This example shows the lock status of serial processes and two parallel processes:

·       spid 15 hold an exclusive intent lock on a table, one data page lock, and two index page locks. A “blk” suffix indicates that this process is blocking another process that needs to acquire a lock; spid 15 is blocking another process. As soon as the blocking process completes, the other processes move forward.

·       spid 30 holds an exclusive intent lock on a table, one lock on a data page, and two locks on index pages.

·       spid 35 is performing a range query at isolation level 3. It holds range locks on several pages and an infinity key lock.

·       spid 49 is the task that ran sp_lock; it holds a shared intent lock on the spt_values table in master while it runs.

·       spid 50 holds intent locks on two tables, and several row locks.

·       fid 32 shows several spids holding locks: the parent process (spid 32) holds shared intent locks on 7 tables, while the worker processes hold shared page locks on one of the tables.

The lock type column indicates not only whether the lock is a shared lock (“Sh” prefix), an exclusive lock (“Ex” prefix), or an “Update” lock, but also whether it is held on a table (“table” or “intent”) or on a “page” or “row.”

A “demand” suffix indicates that the process will acquire an exclusive lock as soon as all current shared locks are released. 

sp_familylock displays the locks held by a family. This examples shows that the coordinating process (fid 51, spid 51) holds a shared intent lock on each of four tables and a worker process holds a shared page lock:

sp_familylock 51

fid spid loid locktype         table_id   page  row dbname   context
--- ---- ---- ---------------- ---------- ----- --- -------- ----------------
51  23  102  Sh_page           208003772   945   0 sales
51  51  102  Sh_intent          16003088     0   0 sales    Fam dur
51  51  102  Sh_intent          48003202     0   0 sales    Fam dur
51  51  102  Sh_intent         176003658     0   0 sales    Fam dur
51  51  102  Sh_intent         208003772     0   0 sales    Fam dur

You can also specify two IDs for sp_familylock. ( sp_familylock 23 also gives the above set)


Getting information about blocked processes

sp_who reports on system processes. If a user’s command is being blocked by locks held by another task or worker process, the status column shows “lock sleep” to indicate that this task or worker process is waiting for an existing lock to be released.
The blk_spid or block_xloid column shows the process ID of the task or transaction holding the lock or locks.
You can add a user name parameter to get sp_who information about a particular Adaptive Server user. If you do not provide a user name, sp_who reports on all processes in Adaptive Server. 
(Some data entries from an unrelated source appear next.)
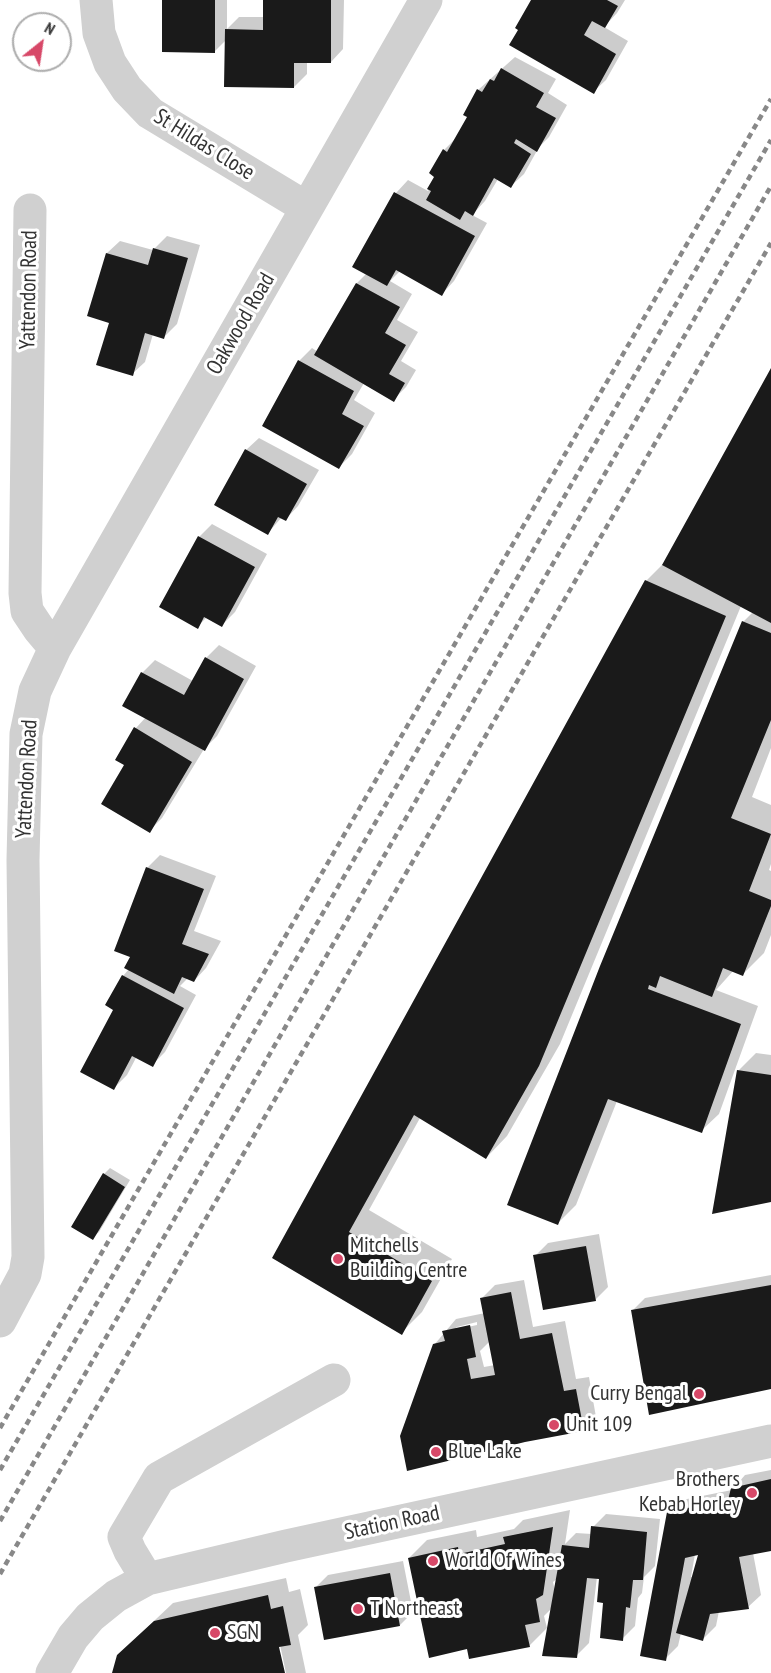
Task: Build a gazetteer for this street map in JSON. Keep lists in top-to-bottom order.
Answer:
{
  "streets": {
    "street": [
      "St Hildas Close",
      "Yattendon Road",
      "Oakwood Road",
      "Station Road"
    ]
  },
  "crossings": [
    ["St Hildas Close", "Oakwood Road"],
    ["Yattendon Road", "Oakwood Road"]
  ],
  "places": [
    "Mitchells Building Centre",
    "Curry Bengal",
    "Unit 109",
    "Blue Lake",
    "Brothers Kebab Horley",
    "World Of Wines",
    "T Northeast",
    "SGN"
  ],
  "north": "top right"
}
Some options to improve locks performance: 

These locking guidelines can help reduce lock contention and speed performance:

·       Use the lowest level of locking required by each application. Use isolation level 2 or 3 only when necessary.
Updates by other transactions may be delayed until a transaction using isolation level 3 releases any of its shared locks at the end of the transaction.
Use isolation level 3 only when nonrepeatable reads or phantoms may interfere with your desired results.
If only a few queries require level 3, use the holdlock keyword or at isolation serializing clause in those queries instead of using set transaction isolation level 3 for the entire transaction.
If most queries in the transaction require level 3, use set transaction isolation level 3, but use noholdlock or at isolation read committed in the remaining queries that can execute at isolation level 1.
·       If you need to perform mass inserts, updates, or deletes on active tables, you can reduce blocking by performing the operation inside a stored procedure using a cursor, with frequent commits.
·       If your application needs to return a row, provide for user interaction, and then update the row, consider using timestamps and the tsequal function rather than holdlock.
·       If you are using third-party software, check the locking model in applications carefully for concurrency problems.

Also, other tuning efforts can help reduce lock contention. For example, if a process holds locks on a page, and must perform a physical I/O to read an additional page, it holds the lock much longer than it would have if the additional page had already been in cache.

Better cache utilization or using large I/O can reduce lock contention in this case. Other tuning efforts that can pay off in reduced lock contention are improved indexing and good distribution of physical I/O across disks.

To help reduce lock contention between update and select queries:

·       Use datarows or datapages locking for tables with lock contention due to updates and selects.
·       If tables have more than 32 columns, make the first 32 columns the columns that are most frequently used as search arguments and in other query clauses.
·       Select only needed columns. Avoid using select * when all columns are not needed by the application.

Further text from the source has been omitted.